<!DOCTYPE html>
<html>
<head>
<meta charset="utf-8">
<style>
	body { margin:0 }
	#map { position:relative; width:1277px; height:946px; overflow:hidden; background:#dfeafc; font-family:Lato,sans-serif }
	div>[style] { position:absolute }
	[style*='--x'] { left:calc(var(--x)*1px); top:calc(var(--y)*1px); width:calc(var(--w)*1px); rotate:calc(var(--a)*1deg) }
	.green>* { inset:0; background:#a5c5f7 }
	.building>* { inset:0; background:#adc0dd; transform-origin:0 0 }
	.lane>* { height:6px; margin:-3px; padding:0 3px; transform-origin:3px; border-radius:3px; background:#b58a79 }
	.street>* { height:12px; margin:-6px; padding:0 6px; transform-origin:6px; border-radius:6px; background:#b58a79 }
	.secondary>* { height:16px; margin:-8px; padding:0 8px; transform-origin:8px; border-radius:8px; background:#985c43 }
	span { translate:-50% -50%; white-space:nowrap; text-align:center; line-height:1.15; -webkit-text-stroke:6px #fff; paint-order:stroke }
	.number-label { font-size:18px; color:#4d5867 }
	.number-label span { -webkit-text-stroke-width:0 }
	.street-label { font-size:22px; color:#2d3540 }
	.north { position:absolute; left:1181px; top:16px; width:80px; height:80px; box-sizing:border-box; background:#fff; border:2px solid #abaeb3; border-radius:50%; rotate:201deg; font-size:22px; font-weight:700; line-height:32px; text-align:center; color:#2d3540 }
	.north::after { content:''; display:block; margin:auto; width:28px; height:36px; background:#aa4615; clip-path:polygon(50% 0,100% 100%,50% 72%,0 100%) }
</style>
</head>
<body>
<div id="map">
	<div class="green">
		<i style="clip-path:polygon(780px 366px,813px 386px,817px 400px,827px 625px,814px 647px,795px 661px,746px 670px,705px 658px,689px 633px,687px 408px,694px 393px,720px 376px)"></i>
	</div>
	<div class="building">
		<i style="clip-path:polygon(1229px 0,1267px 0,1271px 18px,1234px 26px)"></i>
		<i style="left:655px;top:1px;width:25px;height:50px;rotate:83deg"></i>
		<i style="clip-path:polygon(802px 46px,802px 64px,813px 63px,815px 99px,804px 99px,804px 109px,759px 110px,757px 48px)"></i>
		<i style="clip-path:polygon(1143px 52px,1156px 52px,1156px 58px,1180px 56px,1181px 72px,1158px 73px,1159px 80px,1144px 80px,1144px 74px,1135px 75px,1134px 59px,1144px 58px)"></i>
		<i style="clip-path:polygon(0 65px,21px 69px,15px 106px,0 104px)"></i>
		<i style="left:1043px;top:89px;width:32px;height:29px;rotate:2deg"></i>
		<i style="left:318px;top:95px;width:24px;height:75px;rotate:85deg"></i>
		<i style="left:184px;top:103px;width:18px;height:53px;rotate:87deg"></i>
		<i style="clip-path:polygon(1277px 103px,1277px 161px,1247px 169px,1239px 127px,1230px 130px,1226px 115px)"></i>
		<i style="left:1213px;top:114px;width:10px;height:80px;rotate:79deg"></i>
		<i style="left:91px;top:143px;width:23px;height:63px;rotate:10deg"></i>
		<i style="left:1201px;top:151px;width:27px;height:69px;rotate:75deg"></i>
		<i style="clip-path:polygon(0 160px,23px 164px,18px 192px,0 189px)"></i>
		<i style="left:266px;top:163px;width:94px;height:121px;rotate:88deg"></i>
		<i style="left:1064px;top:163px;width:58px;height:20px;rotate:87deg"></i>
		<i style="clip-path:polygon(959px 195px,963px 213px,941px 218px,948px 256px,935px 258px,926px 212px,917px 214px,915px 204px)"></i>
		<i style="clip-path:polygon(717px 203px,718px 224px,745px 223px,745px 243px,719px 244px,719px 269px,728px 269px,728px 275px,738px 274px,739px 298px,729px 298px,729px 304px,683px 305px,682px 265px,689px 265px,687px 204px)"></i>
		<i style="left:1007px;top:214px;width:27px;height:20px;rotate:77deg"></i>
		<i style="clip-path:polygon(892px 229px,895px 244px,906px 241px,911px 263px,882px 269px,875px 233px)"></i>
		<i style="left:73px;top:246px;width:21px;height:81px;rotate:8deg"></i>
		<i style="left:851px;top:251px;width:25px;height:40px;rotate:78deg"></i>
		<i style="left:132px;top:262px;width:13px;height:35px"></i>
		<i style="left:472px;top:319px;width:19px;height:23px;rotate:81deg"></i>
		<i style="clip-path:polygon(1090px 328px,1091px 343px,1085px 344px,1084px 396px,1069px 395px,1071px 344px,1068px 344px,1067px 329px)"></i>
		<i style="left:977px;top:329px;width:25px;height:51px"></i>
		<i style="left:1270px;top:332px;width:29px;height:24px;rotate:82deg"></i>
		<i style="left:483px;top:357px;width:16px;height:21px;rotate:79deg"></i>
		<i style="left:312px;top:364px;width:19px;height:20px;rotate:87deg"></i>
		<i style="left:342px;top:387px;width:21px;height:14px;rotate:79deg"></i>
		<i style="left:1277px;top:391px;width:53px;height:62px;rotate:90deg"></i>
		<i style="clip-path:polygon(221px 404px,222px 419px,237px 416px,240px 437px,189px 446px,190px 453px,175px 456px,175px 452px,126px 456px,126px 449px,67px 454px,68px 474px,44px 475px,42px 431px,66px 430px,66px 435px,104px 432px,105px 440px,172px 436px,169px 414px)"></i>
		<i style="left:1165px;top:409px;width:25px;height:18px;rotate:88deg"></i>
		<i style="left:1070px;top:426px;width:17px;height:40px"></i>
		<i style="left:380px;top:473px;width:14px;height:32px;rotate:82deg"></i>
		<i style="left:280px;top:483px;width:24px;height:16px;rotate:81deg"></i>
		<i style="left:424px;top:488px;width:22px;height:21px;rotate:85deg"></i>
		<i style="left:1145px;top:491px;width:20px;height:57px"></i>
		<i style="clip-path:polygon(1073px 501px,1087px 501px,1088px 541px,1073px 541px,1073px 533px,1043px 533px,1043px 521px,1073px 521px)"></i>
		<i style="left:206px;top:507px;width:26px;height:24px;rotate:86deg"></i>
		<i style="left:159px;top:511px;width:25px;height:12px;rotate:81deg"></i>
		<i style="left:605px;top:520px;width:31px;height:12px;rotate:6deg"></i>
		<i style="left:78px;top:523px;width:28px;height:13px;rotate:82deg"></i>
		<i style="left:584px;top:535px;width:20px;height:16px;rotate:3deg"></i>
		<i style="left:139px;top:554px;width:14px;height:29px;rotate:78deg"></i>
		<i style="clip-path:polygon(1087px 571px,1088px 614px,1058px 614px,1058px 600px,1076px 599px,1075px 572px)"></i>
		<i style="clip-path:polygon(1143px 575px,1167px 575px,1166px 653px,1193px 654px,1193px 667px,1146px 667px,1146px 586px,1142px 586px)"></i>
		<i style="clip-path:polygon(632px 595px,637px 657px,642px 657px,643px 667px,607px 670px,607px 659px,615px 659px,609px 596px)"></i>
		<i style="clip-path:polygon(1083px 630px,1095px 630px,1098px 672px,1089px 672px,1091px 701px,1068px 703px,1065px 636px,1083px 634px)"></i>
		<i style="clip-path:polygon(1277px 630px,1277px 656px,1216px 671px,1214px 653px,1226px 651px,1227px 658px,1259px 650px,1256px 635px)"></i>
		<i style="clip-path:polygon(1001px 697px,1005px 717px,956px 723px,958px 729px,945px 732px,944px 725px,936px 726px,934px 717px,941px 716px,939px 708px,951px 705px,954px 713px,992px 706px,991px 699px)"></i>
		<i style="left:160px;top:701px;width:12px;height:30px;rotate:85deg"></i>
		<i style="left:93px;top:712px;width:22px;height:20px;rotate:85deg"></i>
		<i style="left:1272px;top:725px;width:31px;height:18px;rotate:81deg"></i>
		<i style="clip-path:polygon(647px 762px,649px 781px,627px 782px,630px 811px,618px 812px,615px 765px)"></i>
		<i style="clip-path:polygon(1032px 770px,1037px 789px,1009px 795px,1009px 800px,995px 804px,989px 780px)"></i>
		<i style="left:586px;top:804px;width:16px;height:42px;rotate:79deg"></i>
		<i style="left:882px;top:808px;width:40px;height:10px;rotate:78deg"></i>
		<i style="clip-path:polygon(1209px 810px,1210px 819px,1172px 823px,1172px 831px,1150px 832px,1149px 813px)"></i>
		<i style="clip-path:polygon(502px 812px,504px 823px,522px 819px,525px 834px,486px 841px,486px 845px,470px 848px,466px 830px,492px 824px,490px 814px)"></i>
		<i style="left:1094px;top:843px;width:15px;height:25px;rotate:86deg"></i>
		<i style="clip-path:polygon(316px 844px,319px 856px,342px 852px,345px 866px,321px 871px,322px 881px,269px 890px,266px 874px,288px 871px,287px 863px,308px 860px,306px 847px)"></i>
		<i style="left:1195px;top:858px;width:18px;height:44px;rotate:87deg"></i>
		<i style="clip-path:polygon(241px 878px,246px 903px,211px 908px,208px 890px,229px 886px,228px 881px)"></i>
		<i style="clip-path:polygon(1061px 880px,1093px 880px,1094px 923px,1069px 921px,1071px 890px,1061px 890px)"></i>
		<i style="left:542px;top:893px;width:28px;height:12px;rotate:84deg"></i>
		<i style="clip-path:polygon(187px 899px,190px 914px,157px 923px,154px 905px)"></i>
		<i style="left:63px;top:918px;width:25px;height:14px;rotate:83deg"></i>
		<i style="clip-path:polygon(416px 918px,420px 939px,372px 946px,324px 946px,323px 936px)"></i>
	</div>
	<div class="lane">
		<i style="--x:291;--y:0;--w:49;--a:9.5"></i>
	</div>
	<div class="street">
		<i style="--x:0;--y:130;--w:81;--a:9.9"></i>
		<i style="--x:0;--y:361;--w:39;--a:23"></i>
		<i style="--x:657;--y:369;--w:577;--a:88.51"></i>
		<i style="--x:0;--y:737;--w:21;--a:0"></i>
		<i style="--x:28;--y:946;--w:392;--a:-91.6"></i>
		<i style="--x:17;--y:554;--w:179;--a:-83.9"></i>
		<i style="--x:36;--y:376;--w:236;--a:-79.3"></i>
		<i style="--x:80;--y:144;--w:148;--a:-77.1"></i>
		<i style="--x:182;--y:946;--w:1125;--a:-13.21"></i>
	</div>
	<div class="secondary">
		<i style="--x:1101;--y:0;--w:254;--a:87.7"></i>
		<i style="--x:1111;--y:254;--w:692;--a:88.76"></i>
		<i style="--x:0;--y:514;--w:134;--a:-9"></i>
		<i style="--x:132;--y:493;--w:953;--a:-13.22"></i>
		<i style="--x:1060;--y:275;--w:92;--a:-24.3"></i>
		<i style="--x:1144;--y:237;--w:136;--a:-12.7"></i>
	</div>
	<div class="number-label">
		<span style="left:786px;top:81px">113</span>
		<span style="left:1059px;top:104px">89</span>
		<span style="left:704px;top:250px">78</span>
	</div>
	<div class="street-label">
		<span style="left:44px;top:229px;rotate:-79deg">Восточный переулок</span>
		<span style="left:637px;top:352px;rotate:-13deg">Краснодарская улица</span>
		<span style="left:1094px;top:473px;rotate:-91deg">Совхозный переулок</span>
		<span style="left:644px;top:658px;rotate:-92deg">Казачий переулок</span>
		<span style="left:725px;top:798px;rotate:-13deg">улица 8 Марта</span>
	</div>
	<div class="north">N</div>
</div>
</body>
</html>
▬▬▬▬▬▬▬▬▬▬
#### [About this task]
Search the listing for the word "переулок" and state how many lines contain it. Nothing else belongs in the reply.

#### [Finished task]
3